Saved data entries

++++++++++++++++++++

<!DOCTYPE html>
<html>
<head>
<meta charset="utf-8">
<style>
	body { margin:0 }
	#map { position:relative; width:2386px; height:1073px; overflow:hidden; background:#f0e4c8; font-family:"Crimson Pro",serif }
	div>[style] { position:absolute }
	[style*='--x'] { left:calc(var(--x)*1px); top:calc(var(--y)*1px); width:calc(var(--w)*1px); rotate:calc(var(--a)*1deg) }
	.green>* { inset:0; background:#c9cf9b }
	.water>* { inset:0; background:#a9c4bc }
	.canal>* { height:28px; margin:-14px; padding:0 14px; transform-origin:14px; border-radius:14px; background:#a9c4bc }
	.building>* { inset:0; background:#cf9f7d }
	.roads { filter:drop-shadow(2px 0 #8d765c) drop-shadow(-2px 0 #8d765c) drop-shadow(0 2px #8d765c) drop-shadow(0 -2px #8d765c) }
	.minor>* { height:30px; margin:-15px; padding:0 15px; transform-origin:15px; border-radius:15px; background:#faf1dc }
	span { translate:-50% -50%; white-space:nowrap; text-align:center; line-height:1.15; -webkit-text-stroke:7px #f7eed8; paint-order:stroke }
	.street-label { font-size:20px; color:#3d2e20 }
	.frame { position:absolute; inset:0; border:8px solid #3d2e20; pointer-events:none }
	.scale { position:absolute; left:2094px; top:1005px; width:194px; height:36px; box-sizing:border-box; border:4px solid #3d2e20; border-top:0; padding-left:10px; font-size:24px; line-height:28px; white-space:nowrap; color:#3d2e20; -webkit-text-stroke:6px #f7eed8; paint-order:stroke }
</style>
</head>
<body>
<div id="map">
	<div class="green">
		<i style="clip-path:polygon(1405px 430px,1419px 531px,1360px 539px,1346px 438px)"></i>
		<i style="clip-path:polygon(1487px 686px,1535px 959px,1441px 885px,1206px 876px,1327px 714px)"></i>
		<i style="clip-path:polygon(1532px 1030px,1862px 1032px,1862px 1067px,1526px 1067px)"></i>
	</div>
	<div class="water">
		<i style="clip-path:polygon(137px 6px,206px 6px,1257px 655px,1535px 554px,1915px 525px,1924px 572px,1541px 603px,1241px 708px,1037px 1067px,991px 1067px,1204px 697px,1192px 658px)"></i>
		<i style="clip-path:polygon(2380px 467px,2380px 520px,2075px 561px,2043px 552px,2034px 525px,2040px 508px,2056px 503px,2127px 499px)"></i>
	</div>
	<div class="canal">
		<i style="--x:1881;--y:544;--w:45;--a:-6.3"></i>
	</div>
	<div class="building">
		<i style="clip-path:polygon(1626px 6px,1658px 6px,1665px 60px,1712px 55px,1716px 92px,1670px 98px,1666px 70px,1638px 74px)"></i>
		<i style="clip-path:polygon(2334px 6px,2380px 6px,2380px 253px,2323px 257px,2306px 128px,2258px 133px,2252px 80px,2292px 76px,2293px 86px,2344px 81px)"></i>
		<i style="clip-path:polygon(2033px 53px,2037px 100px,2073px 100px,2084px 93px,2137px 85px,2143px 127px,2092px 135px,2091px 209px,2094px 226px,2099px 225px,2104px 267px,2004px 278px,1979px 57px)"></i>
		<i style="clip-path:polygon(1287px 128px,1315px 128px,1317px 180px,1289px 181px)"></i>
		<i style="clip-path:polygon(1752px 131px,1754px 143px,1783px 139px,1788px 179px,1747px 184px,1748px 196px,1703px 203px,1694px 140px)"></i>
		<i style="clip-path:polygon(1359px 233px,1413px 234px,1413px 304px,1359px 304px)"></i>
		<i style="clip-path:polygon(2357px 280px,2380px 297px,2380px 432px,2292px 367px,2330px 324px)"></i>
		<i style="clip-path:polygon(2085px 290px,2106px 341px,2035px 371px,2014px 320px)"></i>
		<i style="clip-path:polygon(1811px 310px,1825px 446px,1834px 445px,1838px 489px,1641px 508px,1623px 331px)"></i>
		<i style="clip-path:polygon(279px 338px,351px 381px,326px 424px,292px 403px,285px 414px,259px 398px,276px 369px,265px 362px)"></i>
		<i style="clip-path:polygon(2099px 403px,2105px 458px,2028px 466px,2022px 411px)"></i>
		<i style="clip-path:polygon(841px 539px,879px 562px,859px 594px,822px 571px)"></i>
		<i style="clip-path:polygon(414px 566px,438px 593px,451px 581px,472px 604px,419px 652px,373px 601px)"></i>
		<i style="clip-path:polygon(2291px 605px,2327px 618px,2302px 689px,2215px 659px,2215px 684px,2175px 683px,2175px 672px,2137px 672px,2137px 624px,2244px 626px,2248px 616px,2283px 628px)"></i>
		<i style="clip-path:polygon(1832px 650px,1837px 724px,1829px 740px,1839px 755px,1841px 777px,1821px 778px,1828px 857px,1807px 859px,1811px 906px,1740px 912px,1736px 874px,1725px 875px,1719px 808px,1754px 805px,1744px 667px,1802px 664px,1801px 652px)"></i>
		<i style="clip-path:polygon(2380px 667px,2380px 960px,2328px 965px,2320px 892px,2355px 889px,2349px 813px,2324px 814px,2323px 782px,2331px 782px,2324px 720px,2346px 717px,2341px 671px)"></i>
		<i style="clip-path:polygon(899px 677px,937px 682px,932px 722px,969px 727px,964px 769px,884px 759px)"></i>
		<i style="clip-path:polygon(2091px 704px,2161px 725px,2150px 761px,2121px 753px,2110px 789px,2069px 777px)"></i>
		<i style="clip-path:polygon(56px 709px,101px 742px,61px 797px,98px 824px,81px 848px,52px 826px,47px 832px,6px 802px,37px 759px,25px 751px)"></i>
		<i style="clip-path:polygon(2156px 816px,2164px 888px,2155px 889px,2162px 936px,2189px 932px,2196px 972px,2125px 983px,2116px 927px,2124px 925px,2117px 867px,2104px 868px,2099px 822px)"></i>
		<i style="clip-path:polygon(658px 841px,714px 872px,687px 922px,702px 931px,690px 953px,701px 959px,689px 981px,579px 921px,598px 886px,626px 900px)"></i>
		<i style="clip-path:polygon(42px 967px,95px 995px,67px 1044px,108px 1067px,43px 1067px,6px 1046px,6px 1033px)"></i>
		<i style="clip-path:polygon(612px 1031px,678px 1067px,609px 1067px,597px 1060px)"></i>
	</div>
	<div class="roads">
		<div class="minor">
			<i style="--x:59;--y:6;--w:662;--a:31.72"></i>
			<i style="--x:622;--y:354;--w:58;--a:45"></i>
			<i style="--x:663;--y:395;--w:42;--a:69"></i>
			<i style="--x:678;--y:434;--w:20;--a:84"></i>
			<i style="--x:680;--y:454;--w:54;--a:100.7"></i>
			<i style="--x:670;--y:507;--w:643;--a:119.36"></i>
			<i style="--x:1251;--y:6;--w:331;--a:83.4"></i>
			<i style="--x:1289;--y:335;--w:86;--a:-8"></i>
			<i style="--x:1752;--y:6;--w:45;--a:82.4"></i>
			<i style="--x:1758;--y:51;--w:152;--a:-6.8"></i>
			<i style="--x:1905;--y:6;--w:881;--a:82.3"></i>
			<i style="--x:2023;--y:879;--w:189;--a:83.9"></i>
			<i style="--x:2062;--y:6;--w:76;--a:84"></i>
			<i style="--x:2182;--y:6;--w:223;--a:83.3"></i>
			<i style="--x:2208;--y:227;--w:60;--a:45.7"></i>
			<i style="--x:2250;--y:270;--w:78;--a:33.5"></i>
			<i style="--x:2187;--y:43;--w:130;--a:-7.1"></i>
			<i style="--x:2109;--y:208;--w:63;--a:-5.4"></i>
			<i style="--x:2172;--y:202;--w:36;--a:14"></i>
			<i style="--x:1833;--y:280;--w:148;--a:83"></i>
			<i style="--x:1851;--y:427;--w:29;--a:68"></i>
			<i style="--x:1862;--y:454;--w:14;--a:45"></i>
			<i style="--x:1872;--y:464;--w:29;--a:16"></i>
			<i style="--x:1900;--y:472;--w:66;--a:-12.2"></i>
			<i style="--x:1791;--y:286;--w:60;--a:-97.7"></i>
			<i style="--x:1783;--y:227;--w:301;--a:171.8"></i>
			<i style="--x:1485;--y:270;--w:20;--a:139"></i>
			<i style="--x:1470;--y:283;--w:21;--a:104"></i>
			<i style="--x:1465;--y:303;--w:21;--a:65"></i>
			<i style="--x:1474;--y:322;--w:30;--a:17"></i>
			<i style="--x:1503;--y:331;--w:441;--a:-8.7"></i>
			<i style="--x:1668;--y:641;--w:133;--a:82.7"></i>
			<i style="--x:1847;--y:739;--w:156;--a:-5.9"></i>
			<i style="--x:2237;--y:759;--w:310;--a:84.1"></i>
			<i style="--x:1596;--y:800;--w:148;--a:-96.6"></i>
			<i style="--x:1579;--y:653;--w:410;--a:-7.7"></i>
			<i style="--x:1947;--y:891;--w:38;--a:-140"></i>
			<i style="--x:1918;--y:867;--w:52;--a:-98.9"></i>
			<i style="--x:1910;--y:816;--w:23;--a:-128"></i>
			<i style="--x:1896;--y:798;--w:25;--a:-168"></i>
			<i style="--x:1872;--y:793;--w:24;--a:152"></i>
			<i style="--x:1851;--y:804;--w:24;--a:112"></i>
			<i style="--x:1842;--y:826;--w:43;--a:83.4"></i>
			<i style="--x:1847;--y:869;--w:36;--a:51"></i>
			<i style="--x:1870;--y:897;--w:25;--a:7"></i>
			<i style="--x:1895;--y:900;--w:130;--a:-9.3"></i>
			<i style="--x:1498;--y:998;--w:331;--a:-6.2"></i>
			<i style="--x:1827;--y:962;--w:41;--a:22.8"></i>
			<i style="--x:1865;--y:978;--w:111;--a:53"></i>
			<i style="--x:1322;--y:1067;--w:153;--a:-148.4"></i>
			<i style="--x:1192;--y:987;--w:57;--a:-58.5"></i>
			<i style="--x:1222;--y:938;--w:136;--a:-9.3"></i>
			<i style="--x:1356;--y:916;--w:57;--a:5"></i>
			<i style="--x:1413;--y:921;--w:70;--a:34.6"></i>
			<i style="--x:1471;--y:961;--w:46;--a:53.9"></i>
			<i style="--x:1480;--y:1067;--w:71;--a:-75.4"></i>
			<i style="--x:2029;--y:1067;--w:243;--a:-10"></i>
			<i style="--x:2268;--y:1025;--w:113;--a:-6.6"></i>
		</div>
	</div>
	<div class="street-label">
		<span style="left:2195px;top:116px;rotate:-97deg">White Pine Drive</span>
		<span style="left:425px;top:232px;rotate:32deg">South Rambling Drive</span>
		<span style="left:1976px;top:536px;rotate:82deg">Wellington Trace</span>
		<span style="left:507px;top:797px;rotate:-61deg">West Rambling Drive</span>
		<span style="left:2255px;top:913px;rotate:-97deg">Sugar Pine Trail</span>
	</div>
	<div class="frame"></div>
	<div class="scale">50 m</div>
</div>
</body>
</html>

++++++++++++++++++++

■ To do
Please repeat word for word the lines above that run from the beginning through the line containing "filter:drop-shadow(2px 0 #8d765c)", keeping both the first and that last line.

■ Result of the exercise
<!DOCTYPE html>
<html>
<head>
<meta charset="utf-8">
<style>
	body { margin:0 }
	#map { position:relative; width:2386px; height:1073px; overflow:hidden; background:#f0e4c8; font-family:"Crimson Pro",serif }
	div>[style] { position:absolute }
	[style*='--x'] { left:calc(var(--x)*1px); top:calc(var(--y)*1px); width:calc(var(--w)*1px); rotate:calc(var(--a)*1deg) }
	.green>* { inset:0; background:#c9cf9b }
	.water>* { inset:0; background:#a9c4bc }
	.canal>* { height:28px; margin:-14px; padding:0 14px; transform-origin:14px; border-radius:14px; background:#a9c4bc }
	.building>* { inset:0; background:#cf9f7d }
	.roads { filter:drop-shadow(2px 0 #8d765c) drop-shadow(-2px 0 #8d765c) drop-shadow(0 2px #8d765c) drop-shadow(0 -2px #8d765c) }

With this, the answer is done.